Of late it had become known that he was about to take a partner into his business, a member of the Legge family—a name we remember. Dunfieldians discussed the news, and revived their pleasure in speculating on the sum total of Dagworthy’s fortune. But it was as one talks of possible mines of treasure in the moon; practical interest in the question could scarcely be said to exist, for the chance of Dagworthy’s remarriage seemed remoter than ever. The man was beginning to be one of those figures about whom gathers the peculiar air of mystery which ultimately leads to the creation of myths. Let him live on in this way for another twenty years, and stories would be told of him to children in the nursery. The case of assault and battery, a thing of the far past, would probably develop into a fable of manslaughter, of murder; his wife’s death was already regarded very much in that light, and would class him with Bluebeard; his house on the Heath would assume a forbidding aspect, and dread whispers would be exchanged of what went on there under the shadow of night. Was it not already beginning to be remarked by his neighbours that you met him wandering about lonely places at unholy hours, and that he shunned you, like one with a guilty conscience? Let him advance in years, his face lose its broad colour, his hair grow scant and grey, his figure, per chance, stoop a little, his eyes acquire the malignity of miserly old age—and there you have the hero of a Dunfield legend. Even thus do such grow.

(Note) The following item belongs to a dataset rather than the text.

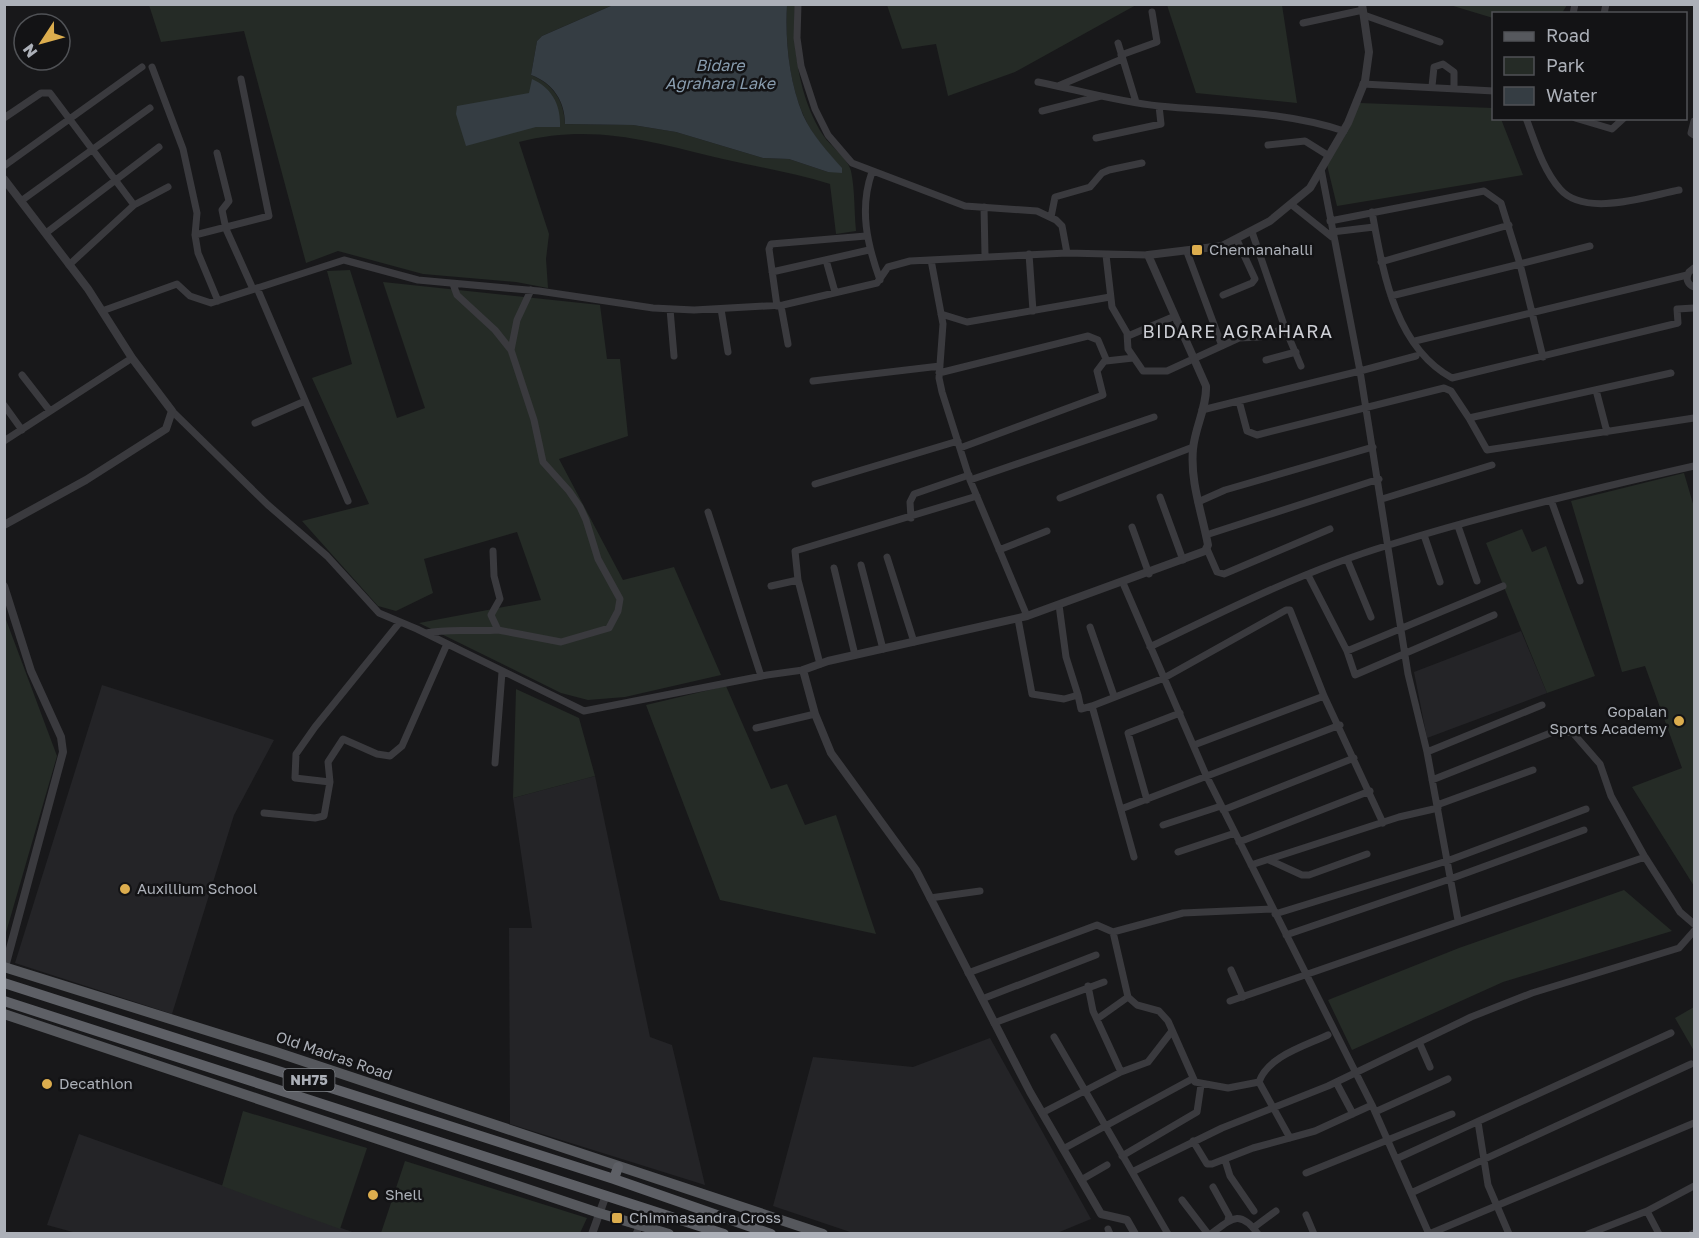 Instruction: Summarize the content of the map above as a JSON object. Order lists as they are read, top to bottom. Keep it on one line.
{"streets":{"highway":["Old Madras Road","NH75"]},"crossings":[["Old Madras Road","NH75"]],"districts":["BIDARE AGRAHARA"],"water":["Bidare Agrahara Lake"],"places":{"transit":["Chennanahalli","Chimmasandra Cross"],"other":["Gopalan Sports Academy","Auxillium School","Decathlon","Shell"]},"legend":["Road","Park","Water"],"north":"bottom left"}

But he is sitting by his fireside this New Year’s Eve, still a young man, still fresh-coloured, only looking tired and lonely, and, in fact, meditating an attempt to recover his interest in life. He had admitted a partner to his business chiefly that he might be free to quit Yorkshire for a time, and at present he was settling affairs to that end. This afternoon he expected a visit from Mr. Cartwright, who had been serving him in several ways of late, and who had promised to come and talk business for an hour. The day was anything but cheerful; at times a stray flake of snow hissed upon the fire; already, at three o’clock, shadows were invading the room.
He heard a knock at the front door, and, supposing it to be Cartwright, roused himself. As he was stirring the fire a servant announced— instead of the father, the daughter. Jessie Cartwright appeared.